*Records to process*
□ □ □
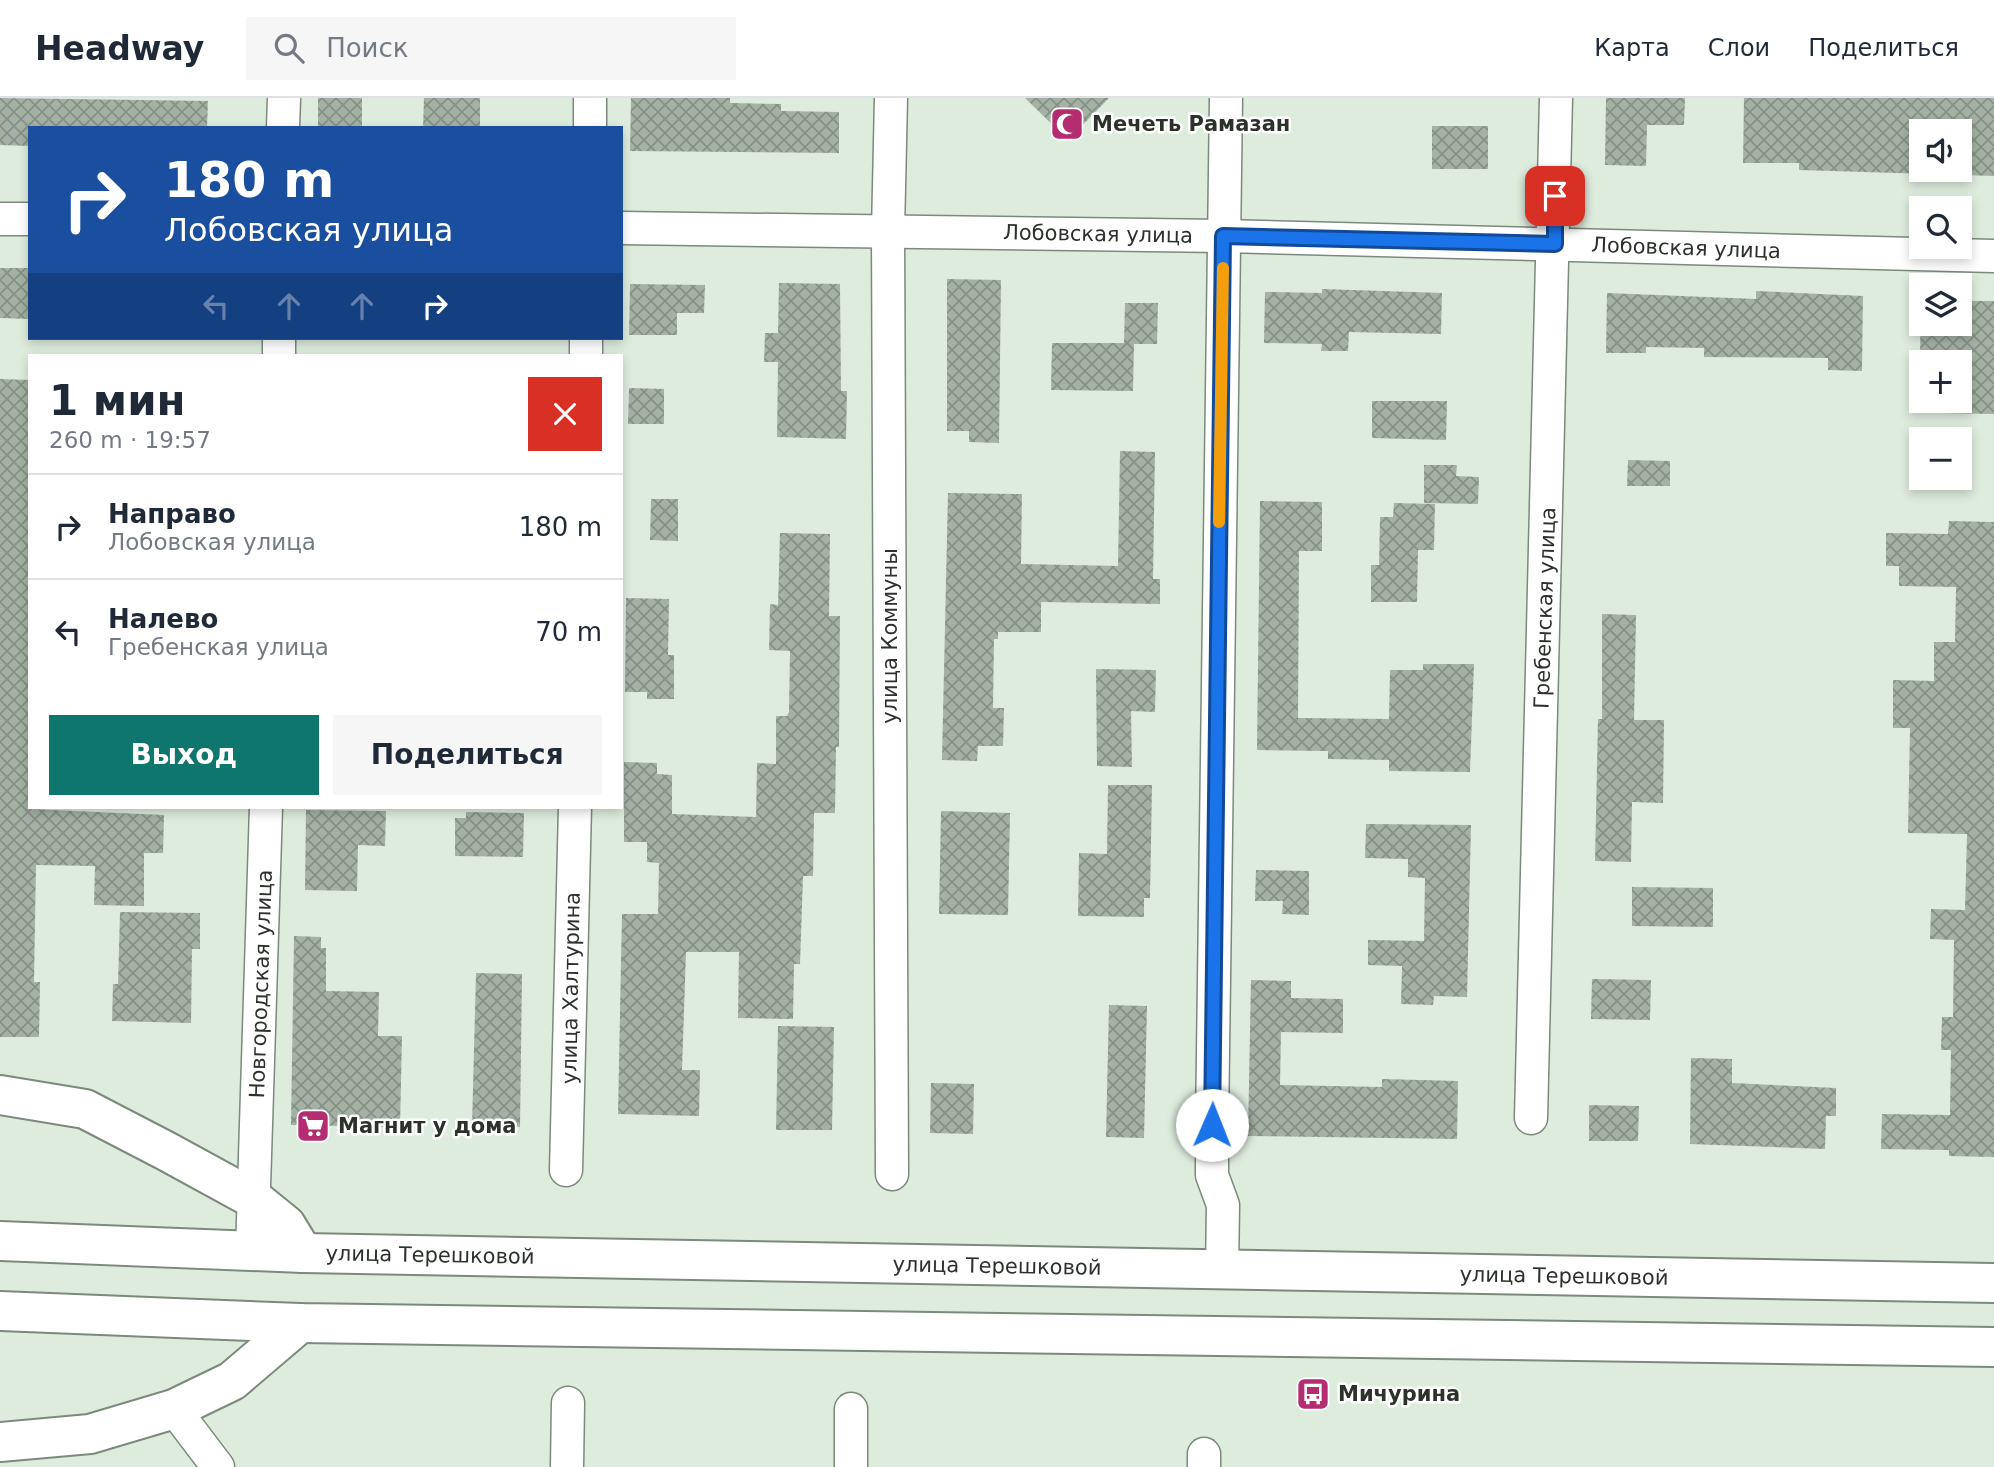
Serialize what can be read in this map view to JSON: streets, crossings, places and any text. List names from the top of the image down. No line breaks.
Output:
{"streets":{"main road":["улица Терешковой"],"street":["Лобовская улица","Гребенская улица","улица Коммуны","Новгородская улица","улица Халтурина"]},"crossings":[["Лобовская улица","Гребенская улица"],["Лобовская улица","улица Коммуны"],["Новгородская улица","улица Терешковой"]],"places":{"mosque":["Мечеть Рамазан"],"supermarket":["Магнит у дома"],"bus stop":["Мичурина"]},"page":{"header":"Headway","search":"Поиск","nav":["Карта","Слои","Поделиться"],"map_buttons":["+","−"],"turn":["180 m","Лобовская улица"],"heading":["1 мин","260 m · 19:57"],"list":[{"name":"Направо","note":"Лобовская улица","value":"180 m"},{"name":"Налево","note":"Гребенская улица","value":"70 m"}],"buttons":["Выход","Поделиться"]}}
□ □ □
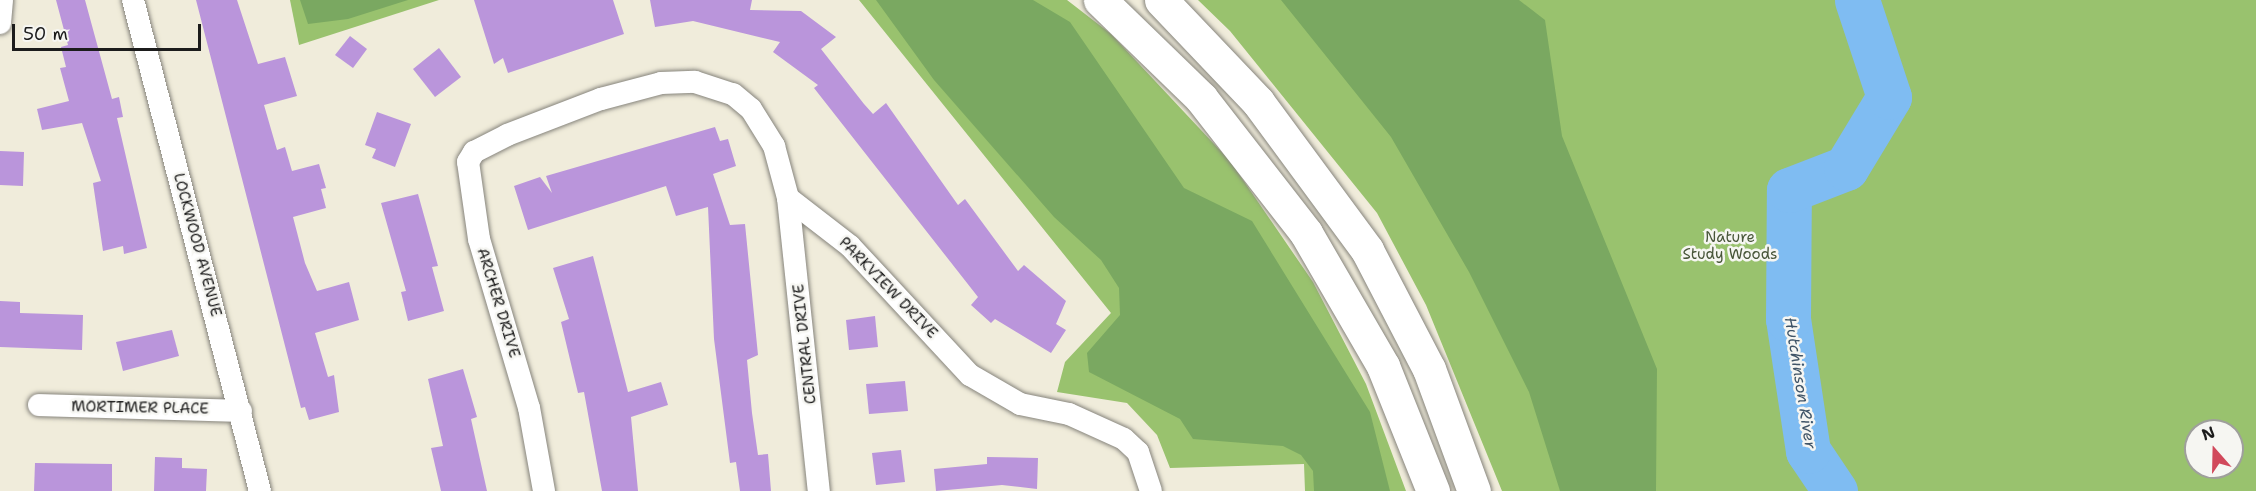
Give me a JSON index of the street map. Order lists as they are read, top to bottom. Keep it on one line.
□ □ □
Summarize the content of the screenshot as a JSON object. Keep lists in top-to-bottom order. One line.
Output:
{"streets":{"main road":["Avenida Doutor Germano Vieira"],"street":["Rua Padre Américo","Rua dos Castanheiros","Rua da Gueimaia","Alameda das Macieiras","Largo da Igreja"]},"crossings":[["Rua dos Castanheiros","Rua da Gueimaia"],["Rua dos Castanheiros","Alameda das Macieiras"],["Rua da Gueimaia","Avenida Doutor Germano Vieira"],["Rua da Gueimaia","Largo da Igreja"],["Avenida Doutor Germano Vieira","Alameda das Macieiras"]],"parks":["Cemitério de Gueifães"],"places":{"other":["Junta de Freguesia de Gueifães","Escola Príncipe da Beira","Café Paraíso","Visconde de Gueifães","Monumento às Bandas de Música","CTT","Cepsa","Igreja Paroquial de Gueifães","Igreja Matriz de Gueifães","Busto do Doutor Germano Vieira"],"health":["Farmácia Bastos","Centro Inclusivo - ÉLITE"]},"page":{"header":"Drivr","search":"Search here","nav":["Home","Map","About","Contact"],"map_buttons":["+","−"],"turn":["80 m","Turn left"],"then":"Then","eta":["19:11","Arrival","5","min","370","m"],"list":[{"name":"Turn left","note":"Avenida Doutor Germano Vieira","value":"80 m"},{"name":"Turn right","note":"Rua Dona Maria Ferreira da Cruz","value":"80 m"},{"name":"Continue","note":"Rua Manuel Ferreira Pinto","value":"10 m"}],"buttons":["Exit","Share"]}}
□ □ □
Filter the entries above and keep only the lines with the word "read".

Serialize what can be read in this map view to JSON: streets, crossings, places and any text. List names from the top of the image down. No line breaks.
Give me a JSON index of the street map. Order lists as they are read, top to bottom. Keep it on one line.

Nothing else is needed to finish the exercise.